Prime Minister Justin Trudeau’s hammer is higher taxes.
People are using too much natural gas? Hit ‘em with a carbon tax.
People like their pick-up trucks and minivans? Throw another tax at ‘em.
People still want Canada’s oil and gas? Swing the tax hammer again.
With Trudeau’s announcement of a cap on the oil and gas sector, Ottawa is now flirting with its third carbon tax.
By 2030, when the fuel regulations are fully implemented, the second carbon tax will add up to 17 cents per litre to the price of gasoline and cost the average family up to $1,157, according to the PBO.
On Dec. 7, Trudeau brought in his third carbon tax through a cap on Canada’s oil and gas industry. The government will cap the industry’s emissions, then force companies to purchase emissions credits to keep producing.
This is known as a cap-and-trade system and it’s a form of carbon tax. The government sets up an artificial market and mandates a certain level of emissions that declines over time.

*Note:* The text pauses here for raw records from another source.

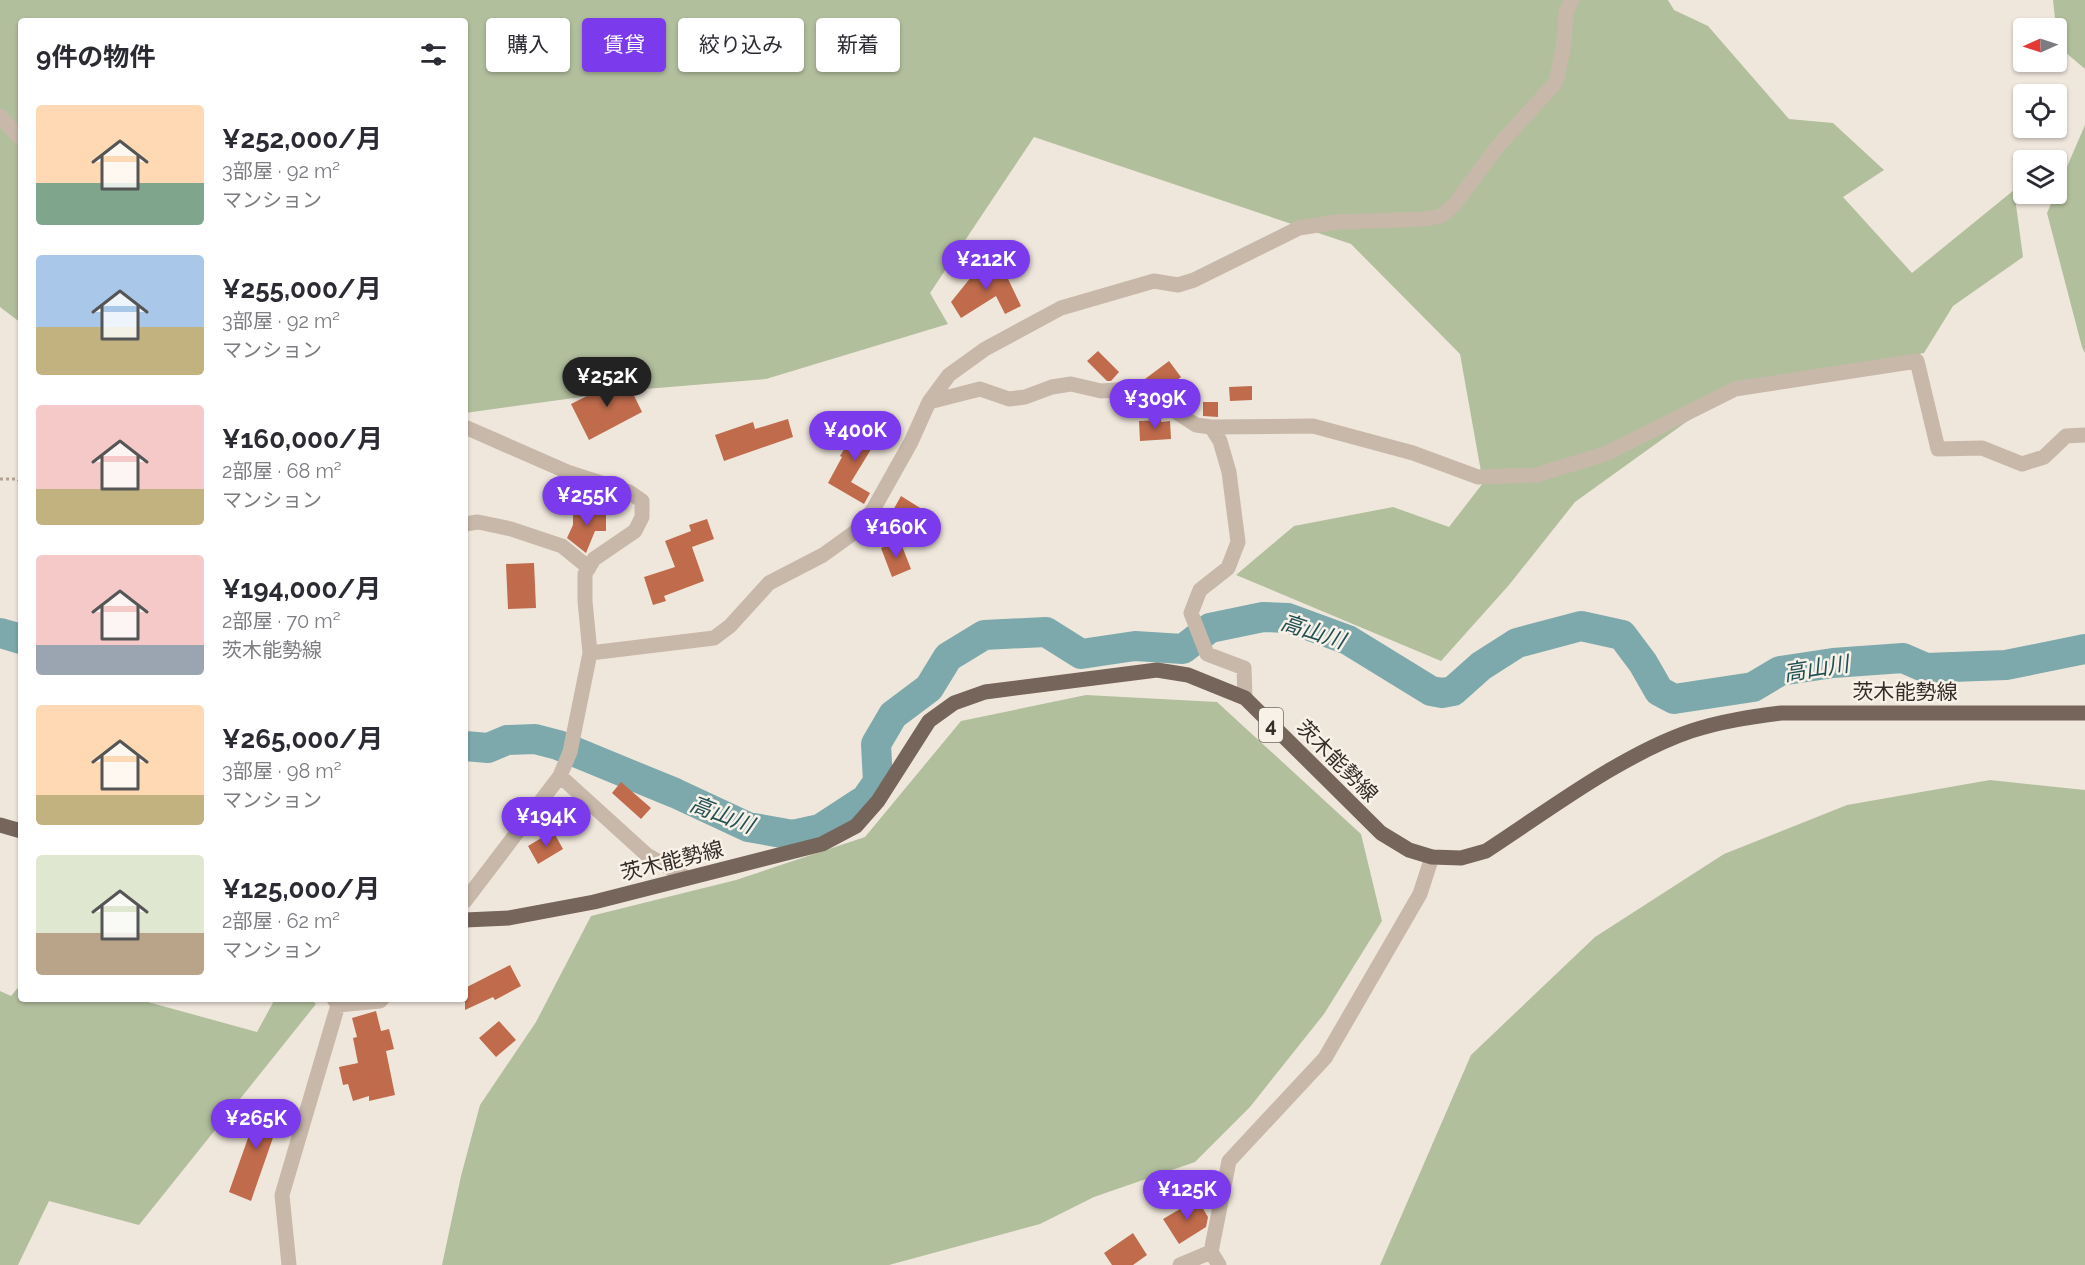 <!DOCTYPE html>
<html lang="ja">
<meta charset="utf-8">
<style>
:root{--surface:#fff;--page:#f2f2f3;--text:#2b2b33;--muted:#7c7c81;--accent:#7c3aed}
body{margin:0;font-family:Raleway,"Noto Sans JP",sans-serif;background:var(--page);color:var(--text);height:100vh;display:flex;flex-direction:column;font-size:22px;white-space:nowrap}
*{box-sizing:border-box;margin:0}
p{font-size:20px;color:var(--muted)}
.icon{flex:none;width:33px;height:33px;fill:none;stroke:currentColor;stroke-width:2;stroke-linecap:round;stroke-linejoin:round}
.map{position:relative;flex:1;overflow:hidden}
.sheet{position:absolute;left:18px;top:18px;width:450px;height:984px;display:flex;flex-direction:column;background:var(--surface);border-radius:6px;box-shadow:0 2px 4px #0004}
.sheet>*{flex:none}
.top-card{position:absolute;left:486px;top:18px;width:570px;height:54px;display:flex;gap:12px}
.needle{width:39px;rotate:267deg}
.buttons{position:absolute;left:2013px;top:18px;display:grid;gap:12px}
.buttons a{display:grid;place-items:center;width:54px;height:54px;border-radius:6px;background:var(--surface);box-shadow:0 2px 4px #0004;font-size:30px}
.price{position:absolute;translate:-50% -51px;padding:0 14px;border-radius:21px;background:var(--accent);color:#fff;font-size:20px;line-height:39px;filter:drop-shadow(0 2px 3px #0008)}
.price::after{content:'';position:absolute;left:50%;top:36px;width:18px;height:14px;margin-left:-9px;background:inherit;clip-path:polygon(0 0,100% 0,50% 100%)}
.price.on{background:#222;color:#fff}
ul{padding:0;list-style:none}
li{display:flex;align-items:center;gap:18px;height:150px;padding:0 18px}
li span{display:grid;place-items:center;flex:none;width:168px;height:120px;border-radius:6px;color:#555}
li>.icon{margin-inline-start:auto}
span .icon{width:72px;height:72px;fill:#fffc;stroke-width:1}
li b{font-size:26px}
h2{display:flex;justify-content:space-between;align-items:center;height:72px;padding:0 18px;font-size:26px}
.pill{padding:0 21px;border-radius:6px;background:var(--surface);box-shadow:0 2px 4px #0004;font-size:21px;line-height:54px}
.pill.on{background:var(--accent);color:#fff}
.map>svg:first-child{display:block}
</style>
<div class="map">
<svg width="2085" height="1265" viewBox="0 0 2085 1265">
<rect width="100%" height="100%" fill="#f0e7dc"/>
<path fill="#b2bf9d" d="M0,0h1668l6,10 34,16 81,93 44,4 51,47 -41,27 69,76 102,-83 9,67 -70,49 -29,47 -203,44 -146,105 -66,83 -68,76 -205,-86 58,-49 99,-19 56,20 34,-44 -23,-129 -109,-110 -317,-107 -104,156 18,31 -182,55 -133,11 -168,23v-392h-444v302l-21,-16z
M2053,0h32v69l-27,-23z
M2085,125v228l-3,-6 -35,-134z
M1086,695l131,7 144,132 21,87 -58,93 -74,93 -55,55 -101,35 -54,27 -151,41h-447l19,-89 19,-71 56,-83 55,-106 145,-36 129,-43 96,-116z
M1990,780l95,10v475h-705l91,-210 124,-118 129,-83 123,-49z
M21,984v15h116l120,33 18,-33h35l6,5 -177,221 -90,-24 -31,64h-18v-274l11,5z"/>
<g fill="none" stroke-linecap="round" stroke-linejoin="round">
<path stroke="#7da9ac" stroke-width="30" d="M0,633l21,6
M465,746l23,2 19,-8 28,-1 23,6 117,48 73,34 45,8 27,-6 46,-30 12,-17 -2,-38 17,-29 36,-27 19,-31 36,-22 62,-3 35,22 54,-8 48,3 27,-21 53,-11 25,1 60,22 83,51 11,2 11,-2 28,-25 36,-23 64,-17 41,9 21,28 16,28 15,8 79,-12 27,-16 53,-8 70,-5 23,10 80,-3 79,-16"/>
</g>
<path fill="#bf6b4c" d="M999,260l22,46 -16,8 -9,-18 -35,22 -10,-16 25,-31z
M1098,351l21,21 -8,9h-4l-20,-20z
M1169,361l12,16 -20,16 -9,-5 -7,-9z
M625,377l17,35 -53,28 -18,-36z
M1252,386v14l-22,1 -1,-14z
M1203,402h15v15l-15,-1z
M788,419l5,18 -69,24 -9,-26 38,-13 2,7z
M1161,420v2l9,-1 1,18 -31,2 -1,-20z
M861,421l20,12 -30,49 19,11 -6,11 -36,-21 14,-26 -2,-1z
M901,496l24,15 -19,33 -24,-14z
M573,511h33v20h-11l-9,22 -19,-15 6,-13z
M707,519l7,20 -22,8 12,34 -40,15 2,5 -13,4 -9,-28 31,-10 -10,-26 26,-10 -2,-6z
M900,541l11,28 -19,8 -11,-29z
M534,563l2,45 -28,1 -2,-45z
M621,782l30,26 -10,11 -29,-26z
M553,831l10,18 -25,15 -10,-18z
M510,965l11,21 -26,14 -2,-3 -28,13v-22z
M376,1011l5,20 8,-2 5,20 -8,2 9,44 -26,6v-5l-16,5 -5,-17 -5,1 -4,-18 19,-4 -5,-25 4,-1 -5,-19z
M499,1021l17,19 -20,17 -17,-19z
M259,1101l26,9 -4,13 -5,6 -25,72 -22,-9 25,-71 -2,-1z
M1197,1199l11,18 -2,10 -27,17 -16,-25z
M1133,1233l14,22 -14,10h-21l-8,-12z"/>
<g fill="none" stroke-linecap="round" stroke-linejoin="round">
<path stroke="#b4a293" stroke-width="3" stroke-dasharray="3 3" stroke-linecap="butt" d="M0,479h17l4,3"/>
<path stroke="#c8b8a9" stroke-width="15" d="M0,116l21,23
M929,402l51,-13 29,10 16,-2 27,-10 19,-3 30,7 30,-2 39,19 26,17 15,2 9,14 9,31 9,70 -10,26 -28,22 -9,23 16,41 37,14 1,30
M465,427l105,46 59,19 13,9v16l-7,14 -41,28 -9,15v27l5,52 -20,99 -10,24 -95,125
M1211,427l102,-1 100,27 65,24 58,-2 69,-21 130,-65 182,-28 21,88 44,-1 40,16 22,-7 22,-21 19,-1
M465,524l13,-2 33,7 51,17 27,22
M590,653l124,-15 16,-12 39,-43 54,-28 32,-23 19,-24 37,-66 18,-40 20,-27 36,-26 76,-41 93,-27 24,4 16,-5 105,-52 38,-6 88,-3 16,-3 13,-11 44,-59 58,-64 8,-38 2,-32 6,-12
M560,776l87,79 40,23
M338,1005l42,-4 2,-2
M1211,1252l8,13
M289,1265l-7,-70 56,-190 -4,-6
M1180,1265l31,-13 18,-91 96,-103 95,-164 12,-37"/>
<path stroke="#76655a" stroke-width="15" d="M0,825l21,6
M465,920l44,-2 85,-16 228,-58 34,-18 22,-25 51,-80 25,-18 31,-11 172,-22 31,5 57,23 136,135 28,17 23,7 29,1 25,-7c63,-41 135,-96 205,-120 30,-10 59,-14 90,-18h304"/>
</g>
<g text-anchor="middle" stroke-width="5" stroke-linejoin="round" paint-order="stroke">
<rect fill="#f8f1e8" stroke="#706862" stroke-width="1.5" x="1259" y="708" width="24" height="34" rx="4.5"/>
<g font-size="20" font-weight="bold" fill="#352d28">
<text x="1271" y="732">4</text>
</g>
<g font-size="21" fill="#352d28" stroke="#f8f1e8">
<text x="1905" y="699">茨木能勢線</text>
<text transform="translate(1337 761) rotate(45)" y="7">茨木能勢線</text>
<text transform="translate(672 861) rotate(-14)" y="7">茨木能勢線</text>
</g>
<g font-size="22" font-style="italic" fill="#204f54" stroke="#f8f1e8">
<text transform="translate(1313 631) rotate(18)" y="8">高山川</text>
<text transform="translate(1816 668) rotate(-9)" y="8">高山川</text>
<text transform="translate(722 814) rotate(21)" y="8">高山川</text>
</g>
</g>
</svg>
<div class="buttons">
<a><svg class="needle" viewBox="-14 -14 28 28"><path d="M0-13l5 13h-10z" fill="#e53935"/><path d="M0 13l5-13h-10z" fill="#7c7c81"/></svg></a>
<a><svg class="icon" aria-label="locate" viewBox="0 0 24 24"><circle cx="12" cy="12" r="6"/><path d="M12 2v4M12 18v4M2 12h4M18 12h4"/></svg></a>
<a><svg class="icon" aria-label="layers" viewBox="0 0 24 24"><path d="M12 4l9 5-9 5-9-5zM3 14l9 5 9-5"/></svg></a>
</div>
<b class="price" style="left:986px;top:291px">¥212K</b>
<b class="price on" style="left:607px;top:408px">¥252K</b>
<b class="price" style="left:1155px;top:430px">¥309K</b>
<b class="price" style="left:855px;top:462px">¥400K</b>
<b class="price" style="left:587px;top:527px">¥255K</b>
<b class="price" style="left:896px;top:559px">¥160K</b>
<b class="price" style="left:546px;top:848px">¥194K</b>
<b class="price" style="left:256px;top:1150px">¥265K</b>
<b class="price" style="left:1187px;top:1221px">¥125K</b>
<div class="top-card">
<a class="pill">購入</a>
<a class="pill on">賃貸</a>
<a class="pill">絞り込み</a>
<a class="pill">新着</a>
</div>
<section class="sheet">
<h2>9件の物件<svg class="icon" aria-label="filters" viewBox="0 0 24 24"><path d="M4 7h16M4 17h16"/><circle cx="9" cy="7" r="2"/><circle cx="15" cy="17" r="2"/></svg></h2>
<ul>
<li><span style="background:linear-gradient(#ffd9b3 65%,#7fa58c 0)"><svg class="icon" aria-label="home" viewBox="0 0 24 24"><path d="M3 11l9-7 9 7M6 9v11h12V9"/></svg></span><div><b>¥252,000/月</b><p>3部屋 · 92 m²</p><p>マンション</p></div></li>
<li><span style="background:linear-gradient(#a9c7e8 60%,#c2b280 0)"><svg class="icon" aria-label="home" viewBox="0 0 24 24"><path d="M3 11l9-7 9 7M6 9v11h12V9"/></svg></span><div><b>¥255,000/月</b><p>3部屋 · 92 m²</p><p>マンション</p></div></li>
<li><span style="background:linear-gradient(#f6c9c9 70%,#c2b280 0)"><svg class="icon" aria-label="home" viewBox="0 0 24 24"><path d="M3 11l9-7 9 7M6 9v11h12V9"/></svg></span><div><b>¥160,000/月</b><p>2部屋 · 68 m²</p><p>マンション</p></div></li>
<li><span style="background:linear-gradient(#f6c9c9 75%,#9aa5b1 0)"><svg class="icon" aria-label="home" viewBox="0 0 24 24"><path d="M3 11l9-7 9 7M6 9v11h12V9"/></svg></span><div><b>¥194,000/月</b><p>2部屋 · 70 m²</p><p>茨木能勢線</p></div></li>
<li><span style="background:linear-gradient(#ffd9b3 75%,#c2b280 0)"><svg class="icon" aria-label="home" viewBox="0 0 24 24"><path d="M3 11l9-7 9 7M6 9v11h12V9"/></svg></span><div><b>¥265,000/月</b><p>3部屋 · 98 m²</p><p>マンション</p></div></li>
<li><span style="background:linear-gradient(#dfe7d0 65%,#b9a48a 0)"><svg class="icon" aria-label="home" viewBox="0 0 24 24"><path d="M3 11l9-7 9 7M6 9v11h12V9"/></svg></span><div><b>¥125,000/月</b><p>2部屋 · 62 m²</p><p>マンション</p></div></li>
</ul>
</section>
</div>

The government-mandated emissions cap determines the carbon tax a company must pay to buy credits.
As the Carbon Tax Center notes, “Politically, cap-and-trade has functioned as a ‘safe harbor’ for politicians who grasp the need to price carbon emissions but cling to the need to ‘hide the price’ to appease interest groups and/or voters.”
We’re already seeing opaqueness from Environment Minister Steven Guilbeault who assures Canadians “the cost of putting in place the regulation” will “come down the road.”